American poet (1923-2008)

David Daniels (October 11, 1933 – May 12, 2008) was an American visual poet.

== Early life ==
Daniels was born in Beth Israel Hospital in Newark, New Jersey, and grew up in Maplewood, New Jersey.

== Career ==
He made words out of pictures and pictures out of words for over 60 years. Visual Poetry: The Shape Poem: Shapes tell the words what to say and words tell the shapes what to form.

His collection of more than 350 visual poems in PDF format, The Gates of Paradise (2000), as well as his autobiographical collection of more than 250 visual poems, Years (2003), are available online in their entirely at UbuWeb, edited by Kenneth Goldsmith; and at his own website The Gates of Paradise.

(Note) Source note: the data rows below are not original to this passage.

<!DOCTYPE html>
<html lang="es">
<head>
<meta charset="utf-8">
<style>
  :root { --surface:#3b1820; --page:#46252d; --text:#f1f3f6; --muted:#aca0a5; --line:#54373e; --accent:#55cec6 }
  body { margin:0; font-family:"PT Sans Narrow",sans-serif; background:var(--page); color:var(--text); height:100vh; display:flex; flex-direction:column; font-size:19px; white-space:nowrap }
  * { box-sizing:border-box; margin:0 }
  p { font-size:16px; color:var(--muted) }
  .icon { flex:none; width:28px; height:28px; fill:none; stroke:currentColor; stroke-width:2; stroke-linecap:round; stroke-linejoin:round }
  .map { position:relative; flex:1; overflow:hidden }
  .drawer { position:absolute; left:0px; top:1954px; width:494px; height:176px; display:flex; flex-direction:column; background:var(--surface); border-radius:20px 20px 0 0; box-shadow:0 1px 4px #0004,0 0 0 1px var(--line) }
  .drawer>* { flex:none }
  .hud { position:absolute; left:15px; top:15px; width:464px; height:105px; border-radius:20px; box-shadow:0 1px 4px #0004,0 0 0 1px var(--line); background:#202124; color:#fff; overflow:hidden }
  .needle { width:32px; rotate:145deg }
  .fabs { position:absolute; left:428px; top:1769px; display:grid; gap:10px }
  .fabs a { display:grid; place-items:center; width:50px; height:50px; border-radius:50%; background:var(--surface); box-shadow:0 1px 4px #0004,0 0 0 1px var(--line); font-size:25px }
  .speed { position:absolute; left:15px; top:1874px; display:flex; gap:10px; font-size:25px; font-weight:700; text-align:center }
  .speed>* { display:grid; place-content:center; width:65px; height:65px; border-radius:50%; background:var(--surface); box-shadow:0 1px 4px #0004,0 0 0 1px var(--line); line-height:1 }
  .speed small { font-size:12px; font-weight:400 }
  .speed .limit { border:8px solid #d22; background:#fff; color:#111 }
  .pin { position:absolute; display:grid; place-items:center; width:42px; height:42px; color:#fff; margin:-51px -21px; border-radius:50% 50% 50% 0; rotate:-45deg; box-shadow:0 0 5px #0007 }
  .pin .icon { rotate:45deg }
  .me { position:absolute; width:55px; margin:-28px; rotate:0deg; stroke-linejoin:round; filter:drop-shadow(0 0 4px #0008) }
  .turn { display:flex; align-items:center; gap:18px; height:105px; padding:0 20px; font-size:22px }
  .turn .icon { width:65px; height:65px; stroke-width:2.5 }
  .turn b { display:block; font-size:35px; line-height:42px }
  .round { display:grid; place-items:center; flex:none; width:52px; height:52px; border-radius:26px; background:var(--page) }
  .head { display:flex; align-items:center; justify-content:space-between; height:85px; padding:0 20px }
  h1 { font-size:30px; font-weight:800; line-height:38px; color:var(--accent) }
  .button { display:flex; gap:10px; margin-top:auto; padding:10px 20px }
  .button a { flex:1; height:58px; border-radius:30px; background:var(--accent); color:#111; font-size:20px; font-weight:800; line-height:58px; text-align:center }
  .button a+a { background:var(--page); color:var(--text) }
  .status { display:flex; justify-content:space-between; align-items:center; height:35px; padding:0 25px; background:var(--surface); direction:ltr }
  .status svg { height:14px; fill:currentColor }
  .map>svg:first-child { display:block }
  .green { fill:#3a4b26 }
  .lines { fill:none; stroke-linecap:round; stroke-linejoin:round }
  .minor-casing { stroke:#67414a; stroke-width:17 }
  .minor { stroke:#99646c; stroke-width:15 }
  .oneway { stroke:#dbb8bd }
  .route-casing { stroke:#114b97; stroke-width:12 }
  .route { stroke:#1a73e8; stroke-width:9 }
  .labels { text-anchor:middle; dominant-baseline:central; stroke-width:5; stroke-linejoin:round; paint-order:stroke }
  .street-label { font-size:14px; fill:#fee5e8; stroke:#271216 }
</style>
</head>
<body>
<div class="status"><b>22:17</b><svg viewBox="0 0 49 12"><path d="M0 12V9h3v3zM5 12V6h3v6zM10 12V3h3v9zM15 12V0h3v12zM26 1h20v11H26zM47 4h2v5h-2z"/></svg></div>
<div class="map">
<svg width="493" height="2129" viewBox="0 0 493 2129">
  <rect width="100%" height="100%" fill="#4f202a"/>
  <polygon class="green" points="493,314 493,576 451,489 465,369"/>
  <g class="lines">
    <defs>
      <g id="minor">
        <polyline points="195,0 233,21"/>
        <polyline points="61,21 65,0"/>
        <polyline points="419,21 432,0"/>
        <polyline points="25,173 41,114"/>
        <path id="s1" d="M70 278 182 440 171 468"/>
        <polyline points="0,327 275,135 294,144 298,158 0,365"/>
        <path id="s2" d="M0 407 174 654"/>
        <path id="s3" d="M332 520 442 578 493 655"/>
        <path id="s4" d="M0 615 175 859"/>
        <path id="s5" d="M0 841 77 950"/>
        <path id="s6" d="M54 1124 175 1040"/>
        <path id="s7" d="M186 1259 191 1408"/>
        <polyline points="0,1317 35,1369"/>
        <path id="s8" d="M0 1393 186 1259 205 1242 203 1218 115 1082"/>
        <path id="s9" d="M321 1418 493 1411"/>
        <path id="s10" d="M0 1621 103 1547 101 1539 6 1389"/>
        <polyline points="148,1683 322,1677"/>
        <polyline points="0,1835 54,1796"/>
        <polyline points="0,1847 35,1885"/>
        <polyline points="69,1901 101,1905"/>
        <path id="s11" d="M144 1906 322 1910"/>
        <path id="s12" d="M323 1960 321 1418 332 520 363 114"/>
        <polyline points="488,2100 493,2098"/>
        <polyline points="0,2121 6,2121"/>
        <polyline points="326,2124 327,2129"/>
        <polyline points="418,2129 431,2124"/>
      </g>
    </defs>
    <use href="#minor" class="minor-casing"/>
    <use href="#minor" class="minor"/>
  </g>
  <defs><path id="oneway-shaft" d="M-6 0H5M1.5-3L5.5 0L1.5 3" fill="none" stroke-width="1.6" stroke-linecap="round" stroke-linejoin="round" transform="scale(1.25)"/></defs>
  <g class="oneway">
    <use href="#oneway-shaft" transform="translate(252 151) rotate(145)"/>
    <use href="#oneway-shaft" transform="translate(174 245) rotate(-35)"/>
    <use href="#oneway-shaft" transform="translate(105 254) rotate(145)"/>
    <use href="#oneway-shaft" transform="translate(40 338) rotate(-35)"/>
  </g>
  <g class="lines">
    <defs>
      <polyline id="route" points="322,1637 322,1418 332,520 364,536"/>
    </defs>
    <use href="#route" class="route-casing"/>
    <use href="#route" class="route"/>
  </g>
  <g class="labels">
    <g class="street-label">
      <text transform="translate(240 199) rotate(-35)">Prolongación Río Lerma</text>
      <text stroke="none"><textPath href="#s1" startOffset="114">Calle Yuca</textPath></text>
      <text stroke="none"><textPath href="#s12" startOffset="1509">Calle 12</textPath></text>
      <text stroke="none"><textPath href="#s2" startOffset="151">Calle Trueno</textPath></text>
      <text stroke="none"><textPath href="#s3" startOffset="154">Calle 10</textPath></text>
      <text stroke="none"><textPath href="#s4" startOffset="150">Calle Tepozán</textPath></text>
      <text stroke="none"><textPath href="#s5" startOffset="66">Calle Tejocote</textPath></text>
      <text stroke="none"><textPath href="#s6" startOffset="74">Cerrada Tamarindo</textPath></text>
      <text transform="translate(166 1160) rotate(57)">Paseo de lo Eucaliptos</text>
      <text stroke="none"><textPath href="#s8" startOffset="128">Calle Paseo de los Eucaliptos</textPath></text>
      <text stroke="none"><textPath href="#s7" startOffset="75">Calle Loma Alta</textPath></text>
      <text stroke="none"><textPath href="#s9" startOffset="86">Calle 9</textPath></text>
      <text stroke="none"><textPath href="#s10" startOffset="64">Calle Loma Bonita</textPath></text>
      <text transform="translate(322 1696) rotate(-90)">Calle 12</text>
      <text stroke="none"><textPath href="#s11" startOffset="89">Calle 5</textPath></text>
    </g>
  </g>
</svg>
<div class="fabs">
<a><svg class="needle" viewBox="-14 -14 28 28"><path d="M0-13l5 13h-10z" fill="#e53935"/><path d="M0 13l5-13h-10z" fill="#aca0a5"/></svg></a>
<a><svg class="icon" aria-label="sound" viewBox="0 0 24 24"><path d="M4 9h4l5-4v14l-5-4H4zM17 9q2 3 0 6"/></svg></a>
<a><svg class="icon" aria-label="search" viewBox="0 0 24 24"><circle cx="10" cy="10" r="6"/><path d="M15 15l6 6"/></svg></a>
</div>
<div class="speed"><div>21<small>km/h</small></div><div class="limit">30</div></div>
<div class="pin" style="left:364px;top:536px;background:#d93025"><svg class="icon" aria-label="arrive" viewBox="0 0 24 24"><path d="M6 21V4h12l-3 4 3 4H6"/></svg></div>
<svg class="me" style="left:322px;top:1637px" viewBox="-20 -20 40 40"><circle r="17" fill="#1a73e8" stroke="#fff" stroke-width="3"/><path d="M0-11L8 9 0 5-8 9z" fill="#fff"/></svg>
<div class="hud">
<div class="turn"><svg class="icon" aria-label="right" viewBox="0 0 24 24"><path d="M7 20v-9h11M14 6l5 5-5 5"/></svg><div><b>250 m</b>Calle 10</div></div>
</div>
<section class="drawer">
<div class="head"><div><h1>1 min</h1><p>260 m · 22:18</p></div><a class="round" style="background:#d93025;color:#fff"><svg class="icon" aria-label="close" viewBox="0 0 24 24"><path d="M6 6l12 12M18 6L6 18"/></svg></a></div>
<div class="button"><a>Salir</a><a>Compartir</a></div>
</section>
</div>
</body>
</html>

His collection of visual biographical poems, Humans, a 200+ Human Beingèd Hymn To Humanity, is a work in progress.

Daniels' poems, paintings, manuscripts, and memorabilia are archived at The Poetry/Rare Books Collection of The University Libraries, State University of New York at Buffalo; the Sackner Archive of Concrete and Visual Poetry; the Ohio State University Libraries; the British Library; and the Mata and Arthur Jaffe Collection of Books as Aesthetic Objects. Selections from his body of work are featured online in a variety of zines, blogs, and collections.

Daniels' work has been featured in exhibitions and galleries on three continents.

== Personal life and death ==
Daniels lived in Berkeley, California, and died at home among friends.